The time to embrace central bank digital currencies is now
How should central banks respond to digital technology? This has become an urgent question. The answer is partly that both they and governments have to get a grip on the new wild west of private money. But it is also that they must now introduce digital currencies of their own.
The state must not abandon its role in ensuring the safety and usability of money. The idea that it should is a libertarian fantasy. Moreover, action is now urgent. According to a paper by Gary Gorton of Yale and Jeffery Zhang of the Federal Reserve, innovators have now created more than 8,000 cryptocurrencies.
Gorton and Zhang divide these creations into two main categories: unbacked “fiat cryptocurrencies”, such as bitcoin; and “stablecoins”, backed one-for-one by government fiat money. Both are problematic, in different ways.
Writing in the FT, Roger Svensson argued that fiat cryptocurrencies meet none of the criteria for usable money. The Bank for International Settlements (BIS) argues in its latest annual report that such “cryptocurrencies are speculative assets rather than money, and in many cases are used to facilitate money laundering, ransomware attacks and other financial crimes. Bitcoin in particular has few redeeming public interest attributes when also considering its wasteful energy footprint.” In my view, such “currencies” should be illegal.
Stablecoins are different. As Gorton and Zhang argue, money must be usable in payments with “no questions asked”, even in a crisis. Historically, there have been runs from banks for this reason: it is why they are backed and regulated by the state. The same concern arises with stablecoins. In a crisis there may be “runs”, similar to those from money market funds in 2008. Thus, either stablecoins must be backed one-for-one by central bank money or their issuers will need to be regulated as banks.
More important than the new “currencies” is the entry of Big Tech into payments. This offers benefits, but also dangers. Current payment systems are costly, with small cash payments even now cheaper than credit or debit cards and international payments notably expensive. Moreover, digital payment systems are not available to all, even in high-income countries. In principle, these new players could bring big improvements. But this development also threatens fragmentation of the payment system, erosion of privacy and even exploitation of consumers.

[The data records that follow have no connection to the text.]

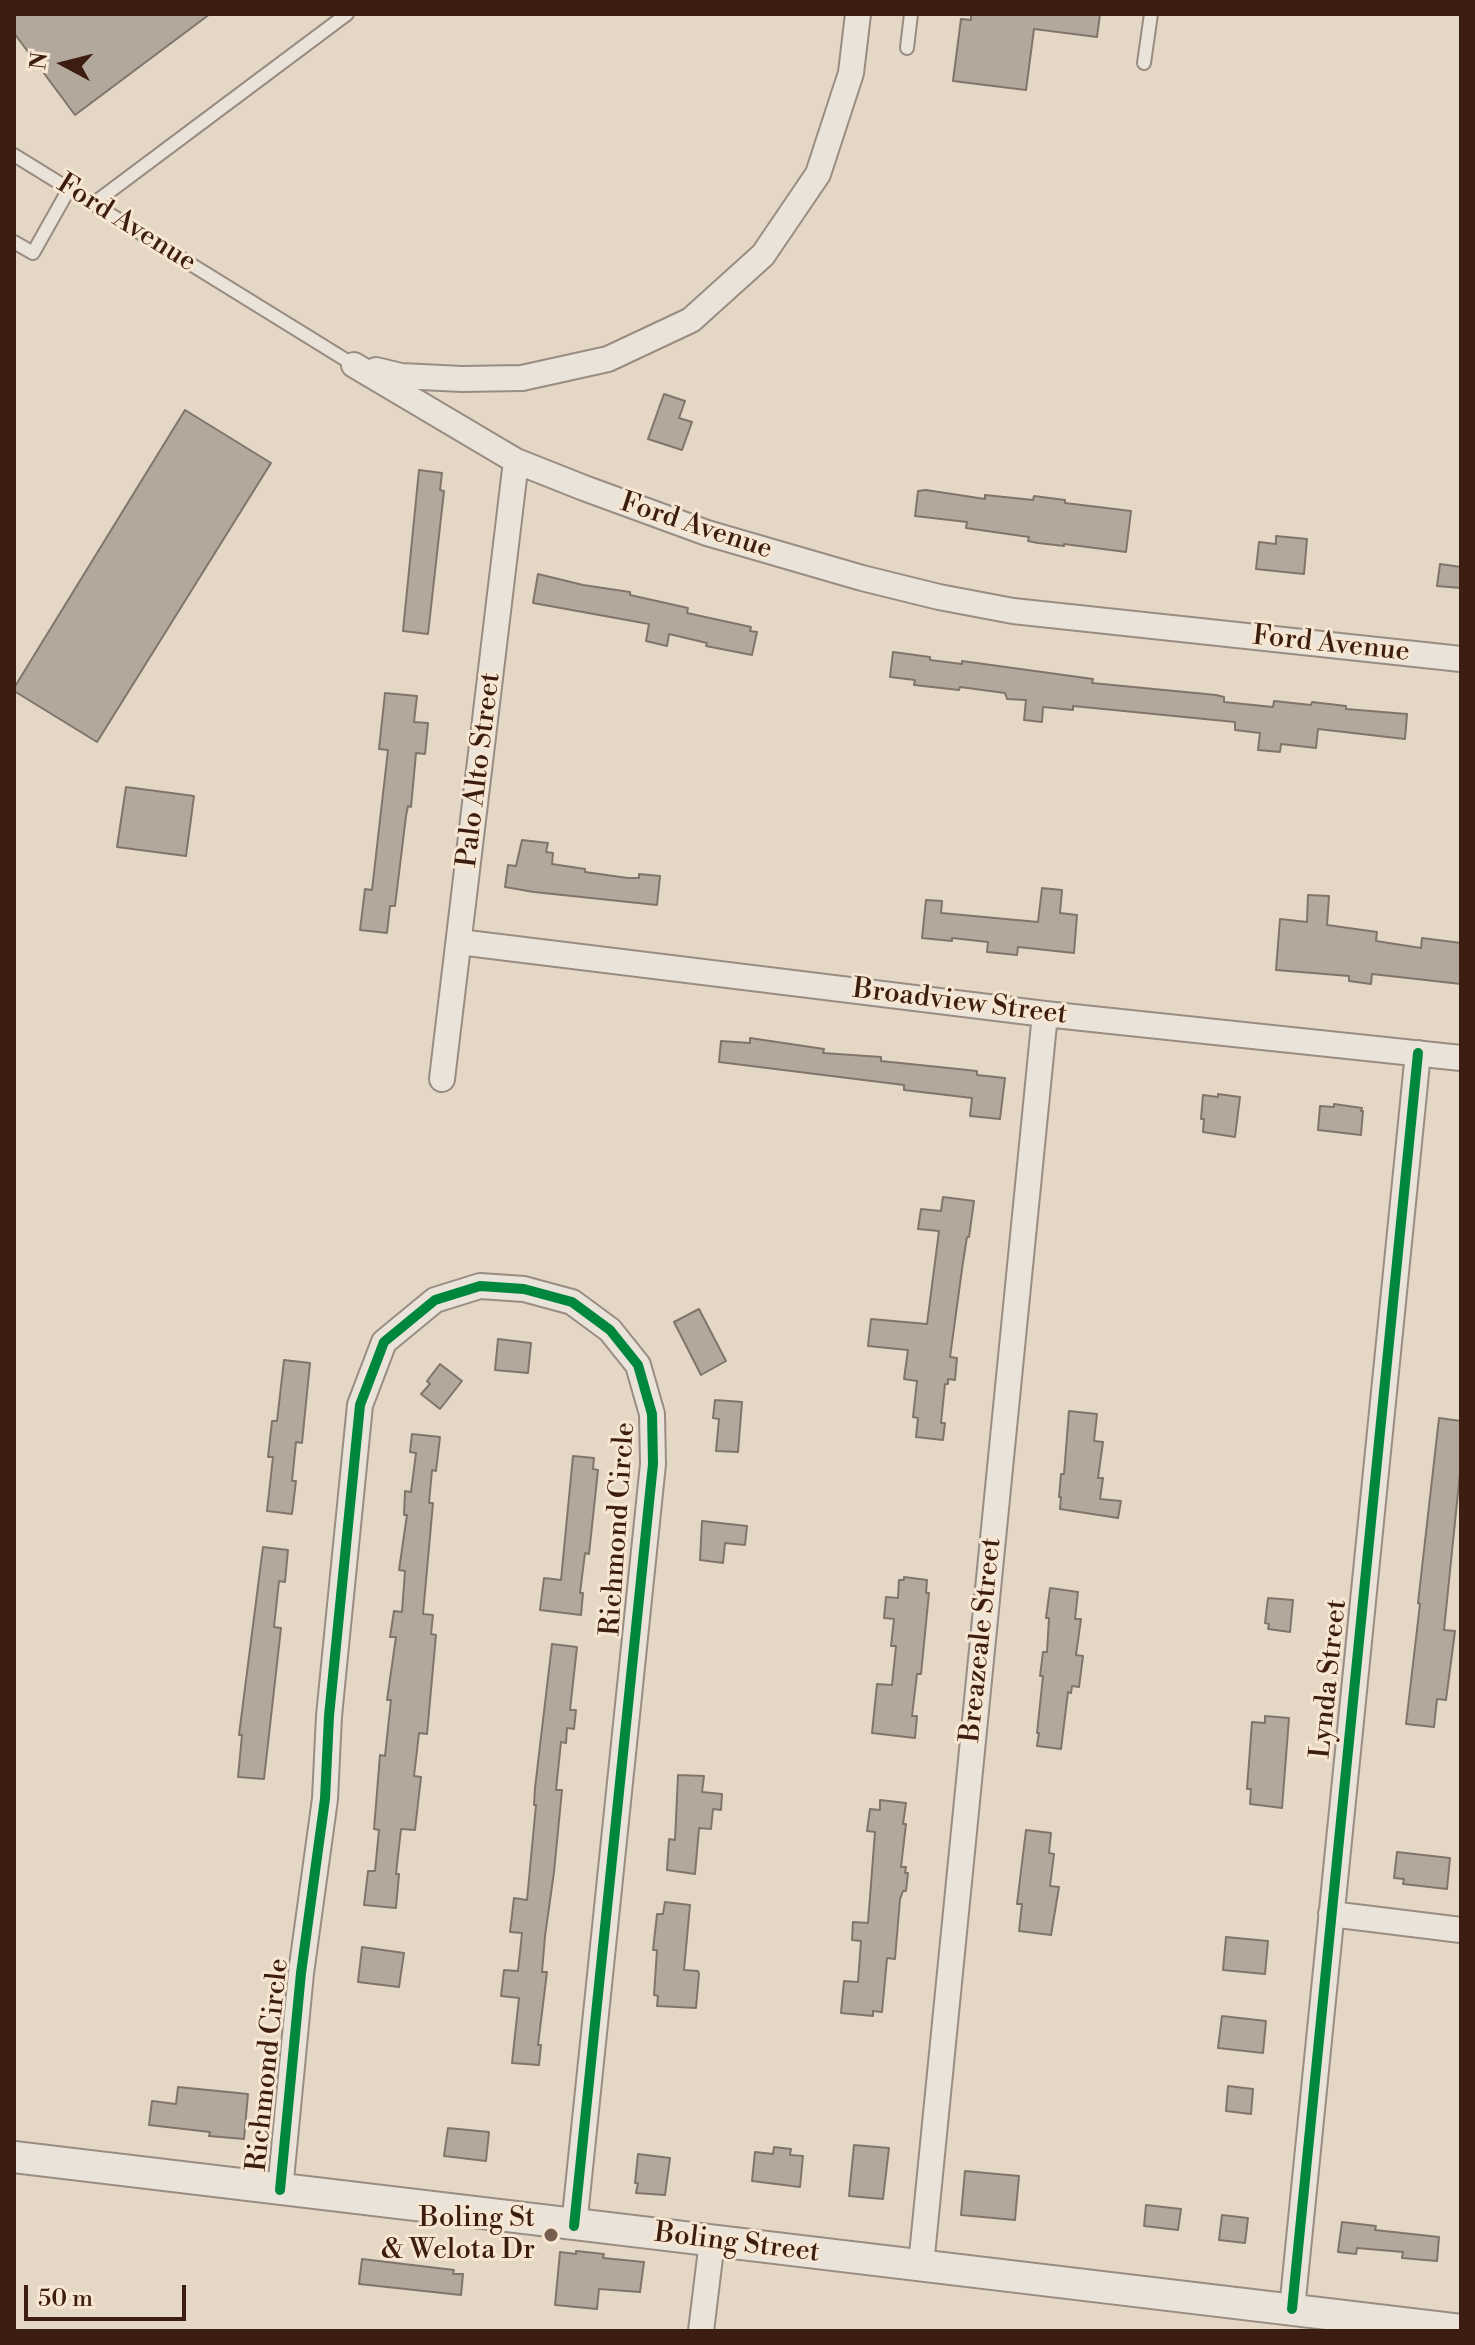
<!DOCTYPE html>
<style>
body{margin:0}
#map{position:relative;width:1475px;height:2345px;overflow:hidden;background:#e4d7c6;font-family:"Libre Bodoni",serif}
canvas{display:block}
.frame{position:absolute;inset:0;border:16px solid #3d1d11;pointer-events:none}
.north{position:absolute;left:24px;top:24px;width:80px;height:80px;-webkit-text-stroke:6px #f6e6d2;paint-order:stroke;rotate:277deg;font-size:22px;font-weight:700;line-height:32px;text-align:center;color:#3d1d11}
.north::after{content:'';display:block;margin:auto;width:28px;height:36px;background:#3d1d11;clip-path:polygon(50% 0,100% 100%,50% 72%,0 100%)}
.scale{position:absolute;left:24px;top:2285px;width:162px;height:36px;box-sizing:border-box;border:4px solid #3d1d11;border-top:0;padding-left:10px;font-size:24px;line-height:28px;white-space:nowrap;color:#3d1d11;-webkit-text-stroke:6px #f6e6d2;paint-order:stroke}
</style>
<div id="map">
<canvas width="1475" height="2345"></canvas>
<div class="frame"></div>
<div class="north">N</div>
<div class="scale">50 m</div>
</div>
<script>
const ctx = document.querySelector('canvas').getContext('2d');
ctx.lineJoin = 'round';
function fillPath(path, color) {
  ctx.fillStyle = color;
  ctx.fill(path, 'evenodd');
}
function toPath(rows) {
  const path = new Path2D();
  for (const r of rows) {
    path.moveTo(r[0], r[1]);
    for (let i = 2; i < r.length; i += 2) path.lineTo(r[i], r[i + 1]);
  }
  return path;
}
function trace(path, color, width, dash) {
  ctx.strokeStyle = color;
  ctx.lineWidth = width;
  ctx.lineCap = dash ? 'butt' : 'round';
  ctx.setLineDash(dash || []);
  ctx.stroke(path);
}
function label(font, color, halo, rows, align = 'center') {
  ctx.font = font + ' "Libre Bodoni",serif';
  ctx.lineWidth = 6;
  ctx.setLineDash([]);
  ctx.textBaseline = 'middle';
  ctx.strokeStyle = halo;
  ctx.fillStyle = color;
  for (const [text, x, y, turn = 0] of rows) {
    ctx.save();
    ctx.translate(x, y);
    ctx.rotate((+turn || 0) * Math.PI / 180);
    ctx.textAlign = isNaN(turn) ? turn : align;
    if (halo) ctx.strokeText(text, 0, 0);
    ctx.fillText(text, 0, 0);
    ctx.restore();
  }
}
const building = toPath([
 [14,14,210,14,75,115,14,33,14,14],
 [971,14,1100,14,1097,37,1034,29,1026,90,953,81,961,19,971,20,971,14],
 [664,394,685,401,679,418,692,422,682,450,648,439,664,394],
 [185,410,271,463,97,742,14,691,14,688,185,410],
 [419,470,442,473,440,490,444,491,428,634,403,631,419,470],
 [926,490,985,499,985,495,1033,500,1034,496,1065,500,1065,503,1131,511,1126,552,1064,544,1064,546,1038,543,1028,541,1029,537,966,528,967,522,915,516,918,491,926,490],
 [1276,536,1307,539,1304,574,1256,569,1259,542,1276,544,1276,536],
 [1440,564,1461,567,1461,588,1437,586,1440,564],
 [538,574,583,585,630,592,630,595,688,608,687,613,751,627,750,631,757,632,752,655,706,646,707,643,669,634,667,646,646,641,649,624,533,603,538,574],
 [893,652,930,657,930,660,962,664,962,661,1093,679,1092,683,1216,695,1224,697,1224,702,1273,707,1274,701,1311,705,1312,702,1346,706,1346,709,1407,714,1405,739,1318,729,1316,748,1281,744,1280,752,1258,750,1260,733,1235,730,1235,722,1073,706,1073,710,1043,707,1042,722,1024,720,1026,700,1007,699,1005,693,960,687,959,690,914,685,915,680,890,677,893,652],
 [385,693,417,696,414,722,428,723,425,754,416,753,411,807,408,806,406,816,395,906,390,906,387,933,360,930,365,889,372,890,388,750,379,749,385,693],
 [126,787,194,796,186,856,117,847,126,787],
 [522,840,548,843,546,852,553,853,552,864,585,869,585,872,628,878,639,878,639,874,660,876,657,905,534,892,505,887,508,865,516,866,522,840],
 [1042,888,1062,890,1060,913,1077,915,1074,953,1018,947,1017,955,987,952,988,942,952,938,952,941,922,938,926,900,942,901,941,913,1038,922,1042,888],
 [1308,895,1329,896,1327,925,1377,932,1376,941,1421,948,1422,938,1461,943,1461,984,1372,974,1371,984,1349,981,1349,976,1276,970,1280,919,1307,922,1308,895],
 [750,1038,824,1049,823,1053,881,1057,881,1061,977,1071,977,1075,1005,1078,1000,1119,970,1116,972,1098,904,1090,904,1085,719,1062,721,1041,750,1043,750,1038],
 [1218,1094,1240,1097,1235,1137,1203,1132,1204,1119,1201,1119,1203,1095,1218,1097,1218,1094],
 [1334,1104,1362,1108,1361,1111,1363,1111,1361,1135,1318,1130,1320,1106,1334,1107,1334,1104],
 [943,1197,974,1201,969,1237,967,1237,963,1262,950,1357,957,1358,955,1380,948,1379,948,1384,945,1384,941,1423,945,1423,943,1440,916,1437,918,1418,913,1417,917,1381,904,1379,908,1350,868,1346,871,1319,927,1324,939,1231,918,1229,921,1209,941,1211,943,1197],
 [699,1309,726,1361,701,1375,674,1322,699,1309],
 [498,1339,531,1343,528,1373,495,1370,498,1339],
 [284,1360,310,1363,302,1443,296,1442,292,1481,296,1481,292,1514,267,1511,273,1457,268,1457,272,1421,277,1421,284,1360],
 [440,1364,462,1381,440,1409,421,1394,430,1384,427,1381,440,1364],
 [715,1400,742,1402,738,1452,716,1451,719,1419,713,1418,715,1400],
 [1069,1411,1097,1414,1094,1441,1103,1442,1098,1478,1103,1478,1100,1499,1121,1501,1118,1518,1060,1509,1061,1497,1059,1497,1061,1474,1064,1474,1069,1411],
 [1439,1418,1461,1421,1461,1463,1444,1630,1455,1631,1446,1700,1437,1699,1434,1727,1406,1724,1420,1604,1418,1603,1439,1418],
 [412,1434,440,1437,436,1471,432,1470,429,1503,433,1503,423,1614,433,1615,431,1634,436,1635,427,1734,419,1733,414,1776,421,1777,415,1830,401,1829,396,1874,399,1874,396,1908,364,1905,368,1871,375,1871,379,1830,374,1829,380,1755,385,1756,391,1700,387,1700,396,1637,390,1637,394,1611,402,1612,405,1571,399,1570,407,1515,404,1515,405,1491,411,1492,416,1453,410,1452,412,1434],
 [573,1456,594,1458,593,1469,598,1470,589,1554,585,1553,580,1593,583,1593,581,1615,540,1610,544,1578,561,1580,573,1456],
 [702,1521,747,1526,745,1545,725,1543,723,1563,700,1560,702,1521],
 [263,1547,288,1550,285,1582,279,1581,274,1627,281,1628,264,1779,238,1777,242,1735,239,1735,263,1547],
 [904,1577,927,1580,926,1593,929,1593,921,1674,917,1674,912,1716,917,1716,915,1738,872,1733,877,1684,892,1685,896,1646,891,1646,894,1619,884,1618,886,1597,898,1598,899,1580,904,1580,904,1577],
 [1050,1588,1078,1592,1075,1619,1081,1619,1076,1655,1083,1656,1079,1687,1072,1686,1071,1693,1068,1692,1061,1749,1037,1746,1039,1733,1037,1733,1043,1676,1040,1676,1043,1652,1047,1652,1049,1618,1046,1618,1050,1588],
 [1268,1598,1293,1600,1290,1632,1268,1629,1269,1624,1265,1623,1268,1598],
 [552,1644,577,1647,570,1710,576,1710,574,1729,567,1728,566,1743,561,1742,556,1790,562,1790,554,1872,545,1936,542,1972,547,1972,538,2045,541,2045,539,2065,512,2063,519,1998,501,1996,504,1970,518,1971,522,1933,510,1932,514,1898,527,1900,536,1805,534,1805,535,1788,552,1644],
 [1265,1716,1289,1718,1282,1808,1250,1804,1251,1789,1247,1789,1252,1722,1265,1723,1265,1716],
 [678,1775,704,1776,702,1792,722,1794,721,1810,713,1809,711,1829,699,1828,695,1874,667,1870,669,1839,675,1840,678,1775],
 [880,1800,906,1803,903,1824,906,1824,901,1867,906,1867,905,1873,908,1873,906,1891,903,1891,900,1899,895,1959,887,1958,882,2012,873,2011,873,2016,841,2013,844,1981,858,1982,861,1941,852,1940,853,1922,868,1923,875,1832,867,1831,870,1809,880,1810,880,1800],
 [1026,1830,1051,1833,1049,1853,1054,1854,1050,1886,1059,1887,1051,1935,1019,1931,1022,1904,1017,1904,1026,1830],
 [1397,1852,1450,1858,1447,1889,1403,1884,1404,1879,1394,1878,1397,1852],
 [665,1902,690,1905,684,1970,698,1971,699,1974,696,2008,657,2006,658,1996,654,1995,657,1950,653,1950,657,1914,663,1914,665,1902],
 [1226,1937,1268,1941,1265,1974,1223,1970,1226,1937],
 [362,1947,404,1953,399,1987,358,1982,362,1947],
 [1222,2016,1266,2021,1263,2053,1218,2048,1222,2016],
 [1228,2086,1253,2089,1251,2114,1226,2111,1228,2086],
 [178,2087,248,2094,244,2139,209,2136,210,2132,149,2125,152,2101,176,2104,178,2087],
 [448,2128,489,2132,486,2161,444,2156,448,2128],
 [854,2145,889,2148,883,2199,849,2196,854,2145],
 [774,2147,791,2149,790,2155,803,2156,800,2187,752,2181,755,2152,773,2154,774,2147],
 [638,2154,670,2158,665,2195,636,2193,638,2183,635,2183,638,2154],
 [965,2171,1019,2176,1015,2220,961,2215,965,2171],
 [1146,2205,1181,2209,1178,2230,1144,2226,1146,2205],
 [1222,2215,1248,2218,1245,2243,1219,2240,1222,2215],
 [1342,2222,1376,2226,1375,2230,1439,2237,1437,2261,1402,2258,1403,2252,1357,2248,1356,2254,1338,2252,1342,2222],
 [576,2251,604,2254,603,2258,644,2262,640,2292,599,2289,597,2309,555,2305,560,2252,576,2254,576,2251],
 [362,2259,454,2270,453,2274,463,2274,461,2295,359,2284,362,2259]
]);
fillPath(building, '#b2a89c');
trace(building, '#80756a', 2);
const service = toPath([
 [907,48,911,14],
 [1144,63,1151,14],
 [14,155,354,365],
 [93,204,347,14],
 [14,242,33,253,69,189]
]);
const minor = toPath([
 [354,365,516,461,584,488,707,533,862,578,939,597,1013,611,1461,659],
 [376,370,401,376,462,379,522,378,608,359,691,320,763,255,818,174,851,73,858,14],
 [459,942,1045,1014,1461,1058],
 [442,1079,516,461],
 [1331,1914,1461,1930],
 [280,2190,301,1973,325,1799,329,1716,360,1405,384,1342,435,1300,480,1286,524,1289,572,1302,610,1330,638,1365,652,1414,653,1464,574,2226],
 [921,2265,1045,1014],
 [1292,2309,1418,1053],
 [701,2331,712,2241]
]);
const tertiary = toPath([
 [14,2157,1461,2330]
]);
trace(service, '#998d82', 16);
trace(minor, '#998d82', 28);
trace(tertiary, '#998d82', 34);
trace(service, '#e9e3da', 12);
trace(minor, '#e9e3da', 24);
trace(tertiary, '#e9e3da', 30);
trace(toPath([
 [280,2190,301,1973,325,1799,329,1716,360,1405,384,1342,435,1300,480,1286,524,1289,572,1302,610,1330,638,1365,652,1414,653,1464,574,2226],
 [1292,2309,1418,1053]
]), '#00873e', 10);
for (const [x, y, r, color] of [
 [551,2235,8,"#775e50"]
]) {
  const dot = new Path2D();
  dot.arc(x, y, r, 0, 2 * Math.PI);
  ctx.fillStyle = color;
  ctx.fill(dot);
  trace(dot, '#f6e6d2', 3);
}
label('28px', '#3d1d11', '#f6e6d2', [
 ["Ford Avenue",126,224,32],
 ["Ford Avenue",696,527,18],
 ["Ford Avenue",1331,645,6],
 ["Palo Alto Street",480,770,-83],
 ["Broadview Street",960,1003,7],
 ["Richmond Circle",619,1529,-86],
 ["Breazeale Street",982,1640,-84],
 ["Lynda Street",1330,1679,-84],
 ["Richmond Circle",269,2065,-84],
 ["Boling Street",737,2244,7]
]);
label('28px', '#3d1d11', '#f6e6d2', [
 ["Boling St",535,2219],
 ["& Welota Dr",535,2251]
], 'right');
</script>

It is the job of central banks (with other regulators) to ensure that the revolution in digital payments works for society as a whole. There is now the possibility — necessity, in my view — of augmenting cash with central bank digital currencies.
Here, a big issue arises: should CBDCs be used solely in wholesale transactions or also by retail customers? The answer has to be the latter. It has always been problematic that the benefit of holding safe government money goes to private banks, not the public (other than via cash). Now, this can and should change, to the public’s benefit.
Yet there are further choices to make. Should retail customers have CBDC accounts at the central bank, thereby bypassing retail banks altogether? Or should there be a hybrid form, in which retail customers’ CBDC accounts are held at the central bank, but administered by private institutions? Or should retail CBDC accounts be held by private institutions, with central banks only handling wholesale settlement, as now?
A related choice concerns whether retail CBDCs should be account-based or take the form of a digital wallet. The former, which the BIS favours, would mean that the CBDC would not be a direct substitute for cash. Additional questions concern systems of identification. On this, the BIS favours a system built on digital, not paper, IDs. Other important issues concern protection of privacy, the role of private payment networks and, in particular, the facilitation of international payments.
Ultimately, the goal should be faster, safer and cheaper payment systems, available to all. It is crucial that the natural monopoly of money and the public good of a payment system does not morph into private monopolies of digital giants. The intermeshing of public purpose with the private interests of banks has been bad enough. If the same happened on a bigger scale with, say, Facebook, it would be even worse.
A huge question is what the emergence of CBDCs might mean for private banks. Evidently, in a crisis, money might run into CBDCs from other liquid assets, including conventional bank deposits. Yet one can also argue that the possibility of owning completely safe CBDC accounts could be a good thing. The moral hazard created by public guarantees to private banks could then be ended and so the financial system would be reconfigured without it.
Technological revolutions open up new possibilities. But they do not determine the architecture of the system. It is essential that public bodies ensure a safe and sound payments system available to all. It is necessary that they regulate, or even eliminate, dangerous new players. It is vital, above all, that they ensure that the promise of new technologies for faster and cheaper payments underpins a better monetary system, while also improving intermediation.
Choices have to be made. In the process, old players may disappear and new ones emerge. But the fundamental requirement is the same as always, namely, reliable systems in which the public can place their trust. Central banks will play a leading role in ensuring this. They can do so by embracing the possibilities of the new technologies, while preventing a chaotic free for all. The BIS provides an excellent outline of the issues. Now is the time for progress.